(Beginning of SOURCE MATERIAL)
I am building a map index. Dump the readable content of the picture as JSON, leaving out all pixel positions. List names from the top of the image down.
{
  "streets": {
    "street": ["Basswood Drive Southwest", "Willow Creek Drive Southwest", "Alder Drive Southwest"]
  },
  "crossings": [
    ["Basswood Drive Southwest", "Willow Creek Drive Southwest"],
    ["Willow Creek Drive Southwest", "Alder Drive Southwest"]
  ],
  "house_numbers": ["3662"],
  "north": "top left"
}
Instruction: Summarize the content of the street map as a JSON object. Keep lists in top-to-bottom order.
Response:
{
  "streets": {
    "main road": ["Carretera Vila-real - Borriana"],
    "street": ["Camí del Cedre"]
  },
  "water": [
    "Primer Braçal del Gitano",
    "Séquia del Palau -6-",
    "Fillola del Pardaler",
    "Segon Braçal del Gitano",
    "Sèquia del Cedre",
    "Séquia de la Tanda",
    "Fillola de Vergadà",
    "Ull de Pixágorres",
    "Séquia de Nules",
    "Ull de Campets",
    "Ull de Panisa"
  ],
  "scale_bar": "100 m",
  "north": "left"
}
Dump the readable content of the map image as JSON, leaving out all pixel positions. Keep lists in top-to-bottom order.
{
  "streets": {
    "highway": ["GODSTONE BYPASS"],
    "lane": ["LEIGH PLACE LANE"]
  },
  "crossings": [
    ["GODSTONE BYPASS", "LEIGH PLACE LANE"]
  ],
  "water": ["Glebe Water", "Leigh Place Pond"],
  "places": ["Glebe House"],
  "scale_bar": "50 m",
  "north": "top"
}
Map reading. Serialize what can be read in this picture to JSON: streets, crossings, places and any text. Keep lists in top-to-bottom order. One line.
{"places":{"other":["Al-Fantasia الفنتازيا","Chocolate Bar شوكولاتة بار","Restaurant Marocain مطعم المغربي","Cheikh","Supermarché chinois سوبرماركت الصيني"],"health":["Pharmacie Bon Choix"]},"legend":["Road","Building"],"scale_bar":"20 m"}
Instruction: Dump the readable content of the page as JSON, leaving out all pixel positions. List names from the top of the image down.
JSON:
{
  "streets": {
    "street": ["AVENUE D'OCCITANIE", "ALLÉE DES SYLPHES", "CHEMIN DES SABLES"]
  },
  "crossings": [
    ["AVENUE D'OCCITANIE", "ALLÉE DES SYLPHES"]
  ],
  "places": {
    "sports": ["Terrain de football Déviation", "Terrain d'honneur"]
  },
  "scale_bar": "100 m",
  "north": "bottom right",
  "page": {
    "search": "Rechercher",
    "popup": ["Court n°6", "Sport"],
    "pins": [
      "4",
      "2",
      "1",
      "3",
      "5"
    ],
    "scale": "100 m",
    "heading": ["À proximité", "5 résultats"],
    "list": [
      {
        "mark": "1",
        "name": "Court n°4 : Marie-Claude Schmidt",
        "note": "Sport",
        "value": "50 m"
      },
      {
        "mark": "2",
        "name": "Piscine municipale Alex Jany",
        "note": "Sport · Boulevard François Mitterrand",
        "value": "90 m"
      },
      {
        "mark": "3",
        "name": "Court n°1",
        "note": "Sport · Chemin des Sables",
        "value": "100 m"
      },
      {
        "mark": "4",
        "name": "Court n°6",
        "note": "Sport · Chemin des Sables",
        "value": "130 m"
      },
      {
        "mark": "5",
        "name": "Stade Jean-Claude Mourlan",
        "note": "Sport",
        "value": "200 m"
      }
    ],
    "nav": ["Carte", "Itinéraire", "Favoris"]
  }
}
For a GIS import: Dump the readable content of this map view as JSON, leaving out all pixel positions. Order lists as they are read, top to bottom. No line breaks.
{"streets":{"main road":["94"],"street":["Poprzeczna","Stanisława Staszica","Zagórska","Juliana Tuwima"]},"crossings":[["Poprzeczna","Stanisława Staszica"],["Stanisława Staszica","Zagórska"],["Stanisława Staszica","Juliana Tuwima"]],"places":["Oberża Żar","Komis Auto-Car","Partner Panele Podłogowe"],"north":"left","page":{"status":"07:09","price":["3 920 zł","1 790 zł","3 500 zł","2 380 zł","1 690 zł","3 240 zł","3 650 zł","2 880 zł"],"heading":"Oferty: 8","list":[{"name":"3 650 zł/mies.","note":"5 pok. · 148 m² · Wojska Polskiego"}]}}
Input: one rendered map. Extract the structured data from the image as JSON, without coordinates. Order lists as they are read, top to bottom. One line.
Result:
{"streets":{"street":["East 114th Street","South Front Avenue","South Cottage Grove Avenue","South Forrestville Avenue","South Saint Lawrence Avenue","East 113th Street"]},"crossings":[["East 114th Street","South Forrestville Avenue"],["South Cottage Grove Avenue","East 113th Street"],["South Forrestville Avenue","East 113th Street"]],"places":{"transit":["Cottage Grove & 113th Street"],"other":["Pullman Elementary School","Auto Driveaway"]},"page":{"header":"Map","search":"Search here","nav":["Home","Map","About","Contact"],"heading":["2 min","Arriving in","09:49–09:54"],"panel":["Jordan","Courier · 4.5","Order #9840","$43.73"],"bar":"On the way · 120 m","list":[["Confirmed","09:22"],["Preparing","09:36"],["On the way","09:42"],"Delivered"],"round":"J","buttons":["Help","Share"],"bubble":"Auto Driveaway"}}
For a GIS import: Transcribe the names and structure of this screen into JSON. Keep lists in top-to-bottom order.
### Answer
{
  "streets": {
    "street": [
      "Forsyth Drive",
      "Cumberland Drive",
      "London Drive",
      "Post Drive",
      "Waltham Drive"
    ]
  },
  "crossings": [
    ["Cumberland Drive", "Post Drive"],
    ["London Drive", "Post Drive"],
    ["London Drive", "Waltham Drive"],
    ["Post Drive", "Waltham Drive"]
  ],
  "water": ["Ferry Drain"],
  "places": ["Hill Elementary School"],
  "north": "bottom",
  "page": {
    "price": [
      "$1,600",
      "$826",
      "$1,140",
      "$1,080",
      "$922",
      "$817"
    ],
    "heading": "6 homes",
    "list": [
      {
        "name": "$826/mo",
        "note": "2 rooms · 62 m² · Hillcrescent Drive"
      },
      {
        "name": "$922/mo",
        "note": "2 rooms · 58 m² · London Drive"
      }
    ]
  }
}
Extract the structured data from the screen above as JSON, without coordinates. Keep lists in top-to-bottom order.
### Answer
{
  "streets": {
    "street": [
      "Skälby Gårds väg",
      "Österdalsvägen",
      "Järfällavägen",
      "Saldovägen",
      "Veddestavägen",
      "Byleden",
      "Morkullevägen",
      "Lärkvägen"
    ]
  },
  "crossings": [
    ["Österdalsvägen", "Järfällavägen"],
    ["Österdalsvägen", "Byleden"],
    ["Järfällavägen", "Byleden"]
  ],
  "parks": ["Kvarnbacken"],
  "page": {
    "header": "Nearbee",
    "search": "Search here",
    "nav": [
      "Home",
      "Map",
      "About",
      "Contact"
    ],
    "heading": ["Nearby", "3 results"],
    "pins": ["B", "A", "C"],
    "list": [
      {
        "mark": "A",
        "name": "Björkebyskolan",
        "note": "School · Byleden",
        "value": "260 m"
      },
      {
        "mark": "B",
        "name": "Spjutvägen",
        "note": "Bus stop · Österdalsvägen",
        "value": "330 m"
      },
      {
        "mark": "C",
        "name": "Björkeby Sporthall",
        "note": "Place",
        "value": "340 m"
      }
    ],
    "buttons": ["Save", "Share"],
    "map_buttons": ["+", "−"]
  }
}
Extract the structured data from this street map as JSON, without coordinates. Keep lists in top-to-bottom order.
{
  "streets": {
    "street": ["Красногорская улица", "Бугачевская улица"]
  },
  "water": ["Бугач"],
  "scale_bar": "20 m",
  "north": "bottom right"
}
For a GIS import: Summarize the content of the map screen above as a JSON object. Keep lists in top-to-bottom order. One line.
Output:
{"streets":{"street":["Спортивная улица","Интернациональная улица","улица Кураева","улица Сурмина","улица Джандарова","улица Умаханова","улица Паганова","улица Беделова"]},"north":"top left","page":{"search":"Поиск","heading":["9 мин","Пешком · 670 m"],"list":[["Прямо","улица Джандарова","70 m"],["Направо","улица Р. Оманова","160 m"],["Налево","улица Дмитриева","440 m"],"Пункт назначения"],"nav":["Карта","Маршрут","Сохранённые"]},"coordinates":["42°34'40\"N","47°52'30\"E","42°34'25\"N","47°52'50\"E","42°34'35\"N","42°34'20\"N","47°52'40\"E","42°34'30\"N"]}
(End of SOURCE MATERIAL)
▶ **TASK TO COMPLETE**
Return nothing but the lines from the top of the records above through the line that has "Instruction: Summarize the". Keep each one exact.

▶ **RESPONSE BOX**
I am building a map index. Dump the readable content of the picture as JSON, leaving out all pixel positions. List names from the top of the image down.
{
  "streets": {
    "street": ["Basswood Drive Southwest", "Willow Creek Drive Southwest", "Alder Drive Southwest"]
  },
  "crossings": [
    ["Basswood Drive Southwest", "Willow Creek Drive Southwest"],
    ["Willow Creek Drive Southwest", "Alder Drive Southwest"]
  ],
  "house_numbers": ["3662"],
  "north": "top left"
}
Instruction: Summarize the content of the street map as a JSON object. Keep lists in top-to-bottom order.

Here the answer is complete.